EXERCISE INSTRUCTIONS
Gather up every line from the entries below that uses the word "trace".

GIVEN DATA
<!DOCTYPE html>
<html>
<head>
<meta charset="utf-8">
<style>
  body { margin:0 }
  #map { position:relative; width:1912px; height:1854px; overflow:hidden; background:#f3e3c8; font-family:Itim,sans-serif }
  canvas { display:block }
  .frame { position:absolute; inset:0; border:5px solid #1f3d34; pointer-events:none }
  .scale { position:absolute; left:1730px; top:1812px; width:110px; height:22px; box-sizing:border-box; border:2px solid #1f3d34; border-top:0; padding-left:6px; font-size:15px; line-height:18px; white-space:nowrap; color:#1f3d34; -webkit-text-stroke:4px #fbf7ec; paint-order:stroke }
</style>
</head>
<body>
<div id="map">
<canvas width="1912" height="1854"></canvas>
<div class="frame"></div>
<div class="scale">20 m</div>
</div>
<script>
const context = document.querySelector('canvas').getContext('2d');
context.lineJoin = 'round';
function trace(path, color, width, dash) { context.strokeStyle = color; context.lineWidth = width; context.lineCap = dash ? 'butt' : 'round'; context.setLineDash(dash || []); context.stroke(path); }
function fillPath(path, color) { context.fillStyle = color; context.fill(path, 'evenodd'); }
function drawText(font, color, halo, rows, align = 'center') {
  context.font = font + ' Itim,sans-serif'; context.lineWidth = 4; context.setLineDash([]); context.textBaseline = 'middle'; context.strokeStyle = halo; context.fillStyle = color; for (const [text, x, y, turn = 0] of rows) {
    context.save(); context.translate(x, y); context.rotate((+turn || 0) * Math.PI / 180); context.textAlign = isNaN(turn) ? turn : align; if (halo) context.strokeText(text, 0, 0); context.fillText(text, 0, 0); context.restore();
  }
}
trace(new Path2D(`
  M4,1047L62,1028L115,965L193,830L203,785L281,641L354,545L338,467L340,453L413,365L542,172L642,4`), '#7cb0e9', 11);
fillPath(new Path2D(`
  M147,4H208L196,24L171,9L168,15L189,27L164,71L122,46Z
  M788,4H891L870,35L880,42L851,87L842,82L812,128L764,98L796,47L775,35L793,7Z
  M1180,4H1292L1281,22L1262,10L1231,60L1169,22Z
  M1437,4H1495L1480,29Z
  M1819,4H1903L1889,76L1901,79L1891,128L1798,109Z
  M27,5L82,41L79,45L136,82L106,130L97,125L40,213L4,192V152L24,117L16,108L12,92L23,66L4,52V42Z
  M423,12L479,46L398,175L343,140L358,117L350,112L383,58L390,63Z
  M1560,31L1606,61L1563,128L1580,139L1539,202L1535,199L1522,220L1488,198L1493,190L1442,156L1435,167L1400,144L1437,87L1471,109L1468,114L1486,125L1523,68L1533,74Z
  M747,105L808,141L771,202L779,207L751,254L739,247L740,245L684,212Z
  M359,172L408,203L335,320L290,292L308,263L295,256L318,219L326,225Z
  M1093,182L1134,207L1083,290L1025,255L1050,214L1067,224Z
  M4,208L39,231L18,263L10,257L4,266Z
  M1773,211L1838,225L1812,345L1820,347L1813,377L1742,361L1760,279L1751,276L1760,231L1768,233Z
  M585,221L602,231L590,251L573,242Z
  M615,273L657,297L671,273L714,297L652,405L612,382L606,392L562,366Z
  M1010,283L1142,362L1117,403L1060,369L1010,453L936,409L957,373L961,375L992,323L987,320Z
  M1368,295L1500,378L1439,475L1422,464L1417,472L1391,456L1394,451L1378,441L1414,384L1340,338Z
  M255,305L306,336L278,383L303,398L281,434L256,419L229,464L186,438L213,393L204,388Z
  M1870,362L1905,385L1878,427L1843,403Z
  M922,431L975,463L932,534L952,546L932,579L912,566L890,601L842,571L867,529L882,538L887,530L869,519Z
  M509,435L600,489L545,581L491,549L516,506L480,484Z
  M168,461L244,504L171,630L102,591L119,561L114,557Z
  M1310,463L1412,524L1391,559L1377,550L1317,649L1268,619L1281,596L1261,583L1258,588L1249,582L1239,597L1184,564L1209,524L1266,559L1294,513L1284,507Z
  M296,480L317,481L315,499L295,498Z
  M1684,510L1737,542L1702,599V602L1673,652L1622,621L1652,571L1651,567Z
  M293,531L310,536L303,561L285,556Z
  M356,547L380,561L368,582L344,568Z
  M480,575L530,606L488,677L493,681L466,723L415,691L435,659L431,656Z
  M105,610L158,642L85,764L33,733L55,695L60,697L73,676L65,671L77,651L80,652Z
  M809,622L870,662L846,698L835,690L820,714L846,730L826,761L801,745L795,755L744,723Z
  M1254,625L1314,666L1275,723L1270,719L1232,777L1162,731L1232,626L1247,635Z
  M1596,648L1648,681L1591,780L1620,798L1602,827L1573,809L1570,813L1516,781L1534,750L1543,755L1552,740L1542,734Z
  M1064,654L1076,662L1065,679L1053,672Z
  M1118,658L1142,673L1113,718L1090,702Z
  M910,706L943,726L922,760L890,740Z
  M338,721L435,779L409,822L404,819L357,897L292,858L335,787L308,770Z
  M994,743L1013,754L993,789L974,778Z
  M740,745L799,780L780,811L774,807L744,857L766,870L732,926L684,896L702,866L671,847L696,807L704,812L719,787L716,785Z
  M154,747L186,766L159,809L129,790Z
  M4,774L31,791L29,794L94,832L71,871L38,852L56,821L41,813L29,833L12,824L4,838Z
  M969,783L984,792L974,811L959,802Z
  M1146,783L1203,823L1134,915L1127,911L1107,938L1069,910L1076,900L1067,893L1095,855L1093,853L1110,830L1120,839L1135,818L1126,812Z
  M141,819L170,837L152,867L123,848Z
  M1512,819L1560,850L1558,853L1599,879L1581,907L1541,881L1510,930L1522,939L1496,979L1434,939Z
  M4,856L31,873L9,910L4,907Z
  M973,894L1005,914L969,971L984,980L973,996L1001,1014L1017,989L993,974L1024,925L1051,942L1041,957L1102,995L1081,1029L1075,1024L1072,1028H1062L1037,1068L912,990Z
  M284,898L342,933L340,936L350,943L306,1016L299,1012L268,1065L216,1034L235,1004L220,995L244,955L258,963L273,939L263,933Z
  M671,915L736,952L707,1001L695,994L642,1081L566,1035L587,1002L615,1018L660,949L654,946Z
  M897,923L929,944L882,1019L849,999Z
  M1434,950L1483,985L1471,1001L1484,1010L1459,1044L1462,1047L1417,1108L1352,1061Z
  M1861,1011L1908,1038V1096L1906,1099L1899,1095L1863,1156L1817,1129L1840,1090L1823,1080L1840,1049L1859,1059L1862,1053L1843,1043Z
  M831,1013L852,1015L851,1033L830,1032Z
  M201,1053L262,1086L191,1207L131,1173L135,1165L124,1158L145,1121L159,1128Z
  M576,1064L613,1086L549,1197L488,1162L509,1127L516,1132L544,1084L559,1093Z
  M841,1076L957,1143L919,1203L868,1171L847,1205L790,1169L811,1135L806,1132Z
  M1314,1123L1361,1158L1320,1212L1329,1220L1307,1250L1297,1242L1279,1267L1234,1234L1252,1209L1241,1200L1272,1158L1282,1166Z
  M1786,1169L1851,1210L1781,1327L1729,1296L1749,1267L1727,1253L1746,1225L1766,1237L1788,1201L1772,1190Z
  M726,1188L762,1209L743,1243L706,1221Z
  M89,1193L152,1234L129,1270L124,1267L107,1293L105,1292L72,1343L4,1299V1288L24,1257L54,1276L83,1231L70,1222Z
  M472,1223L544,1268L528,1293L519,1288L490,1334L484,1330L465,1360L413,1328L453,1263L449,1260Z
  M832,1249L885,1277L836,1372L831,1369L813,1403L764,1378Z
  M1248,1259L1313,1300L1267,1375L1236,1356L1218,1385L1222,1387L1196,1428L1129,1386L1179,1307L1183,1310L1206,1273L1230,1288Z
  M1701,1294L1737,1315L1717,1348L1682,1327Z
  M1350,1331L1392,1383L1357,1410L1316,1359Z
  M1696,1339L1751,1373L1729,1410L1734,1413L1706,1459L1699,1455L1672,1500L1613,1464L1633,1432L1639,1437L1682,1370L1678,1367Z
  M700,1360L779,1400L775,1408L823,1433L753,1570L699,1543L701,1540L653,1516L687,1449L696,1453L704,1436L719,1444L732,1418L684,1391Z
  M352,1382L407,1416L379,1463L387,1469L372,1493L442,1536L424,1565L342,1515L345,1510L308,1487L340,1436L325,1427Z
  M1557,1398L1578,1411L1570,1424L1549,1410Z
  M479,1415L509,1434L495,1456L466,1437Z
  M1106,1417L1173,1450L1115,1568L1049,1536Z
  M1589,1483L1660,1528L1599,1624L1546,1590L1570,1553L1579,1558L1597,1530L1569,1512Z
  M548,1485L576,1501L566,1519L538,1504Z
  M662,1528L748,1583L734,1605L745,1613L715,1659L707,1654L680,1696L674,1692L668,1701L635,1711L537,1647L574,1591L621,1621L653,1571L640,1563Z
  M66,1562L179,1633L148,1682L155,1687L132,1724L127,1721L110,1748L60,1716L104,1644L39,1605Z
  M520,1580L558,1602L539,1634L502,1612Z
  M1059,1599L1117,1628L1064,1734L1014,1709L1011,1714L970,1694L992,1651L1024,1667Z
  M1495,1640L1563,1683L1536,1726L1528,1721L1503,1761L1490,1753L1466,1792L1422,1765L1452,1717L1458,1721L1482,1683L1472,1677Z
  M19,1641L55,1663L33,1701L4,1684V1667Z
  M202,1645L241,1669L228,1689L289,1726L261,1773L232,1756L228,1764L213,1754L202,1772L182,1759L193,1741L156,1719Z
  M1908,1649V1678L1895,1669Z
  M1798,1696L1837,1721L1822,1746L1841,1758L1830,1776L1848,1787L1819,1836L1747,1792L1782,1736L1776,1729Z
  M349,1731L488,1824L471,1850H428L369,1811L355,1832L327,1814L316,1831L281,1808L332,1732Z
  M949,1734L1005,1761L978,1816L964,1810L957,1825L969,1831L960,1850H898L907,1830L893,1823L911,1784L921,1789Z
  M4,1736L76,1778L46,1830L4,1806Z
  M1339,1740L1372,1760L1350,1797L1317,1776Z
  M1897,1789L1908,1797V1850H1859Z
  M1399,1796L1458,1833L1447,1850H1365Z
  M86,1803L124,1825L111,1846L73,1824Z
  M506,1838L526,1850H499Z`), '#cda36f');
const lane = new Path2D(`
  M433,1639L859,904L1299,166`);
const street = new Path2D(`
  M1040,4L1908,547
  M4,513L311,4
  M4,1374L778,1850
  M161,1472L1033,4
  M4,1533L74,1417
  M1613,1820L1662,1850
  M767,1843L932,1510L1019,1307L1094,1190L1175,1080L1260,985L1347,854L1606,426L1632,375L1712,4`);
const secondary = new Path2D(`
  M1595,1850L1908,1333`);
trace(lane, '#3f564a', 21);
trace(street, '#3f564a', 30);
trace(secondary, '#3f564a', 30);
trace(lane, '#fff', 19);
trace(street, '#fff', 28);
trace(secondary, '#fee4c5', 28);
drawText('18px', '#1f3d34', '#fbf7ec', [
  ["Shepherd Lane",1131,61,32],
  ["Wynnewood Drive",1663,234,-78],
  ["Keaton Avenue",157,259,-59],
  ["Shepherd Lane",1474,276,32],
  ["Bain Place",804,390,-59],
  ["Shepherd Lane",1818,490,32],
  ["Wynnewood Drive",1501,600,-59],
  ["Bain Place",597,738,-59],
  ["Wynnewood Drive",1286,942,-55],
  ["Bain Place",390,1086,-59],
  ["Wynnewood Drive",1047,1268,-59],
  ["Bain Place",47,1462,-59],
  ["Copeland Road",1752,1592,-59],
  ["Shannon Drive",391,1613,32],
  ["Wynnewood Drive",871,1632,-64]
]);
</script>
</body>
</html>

EXERCISE RESULT
function trace(path, color, width, dash) { context.strokeStyle = color; context.lineWidth = width; context.lineCap = dash ? 'butt' : 'round'; context.setLineDash(dash || []); context.stroke(path); }
trace(new Path2D(`
trace(lane, '#3f564a', 21);
trace(street, '#3f564a', 30);
trace(secondary, '#3f564a', 30);
trace(lane, '#fff', 19);
trace(street, '#fff', 28);
trace(secondary, '#fee4c5', 28);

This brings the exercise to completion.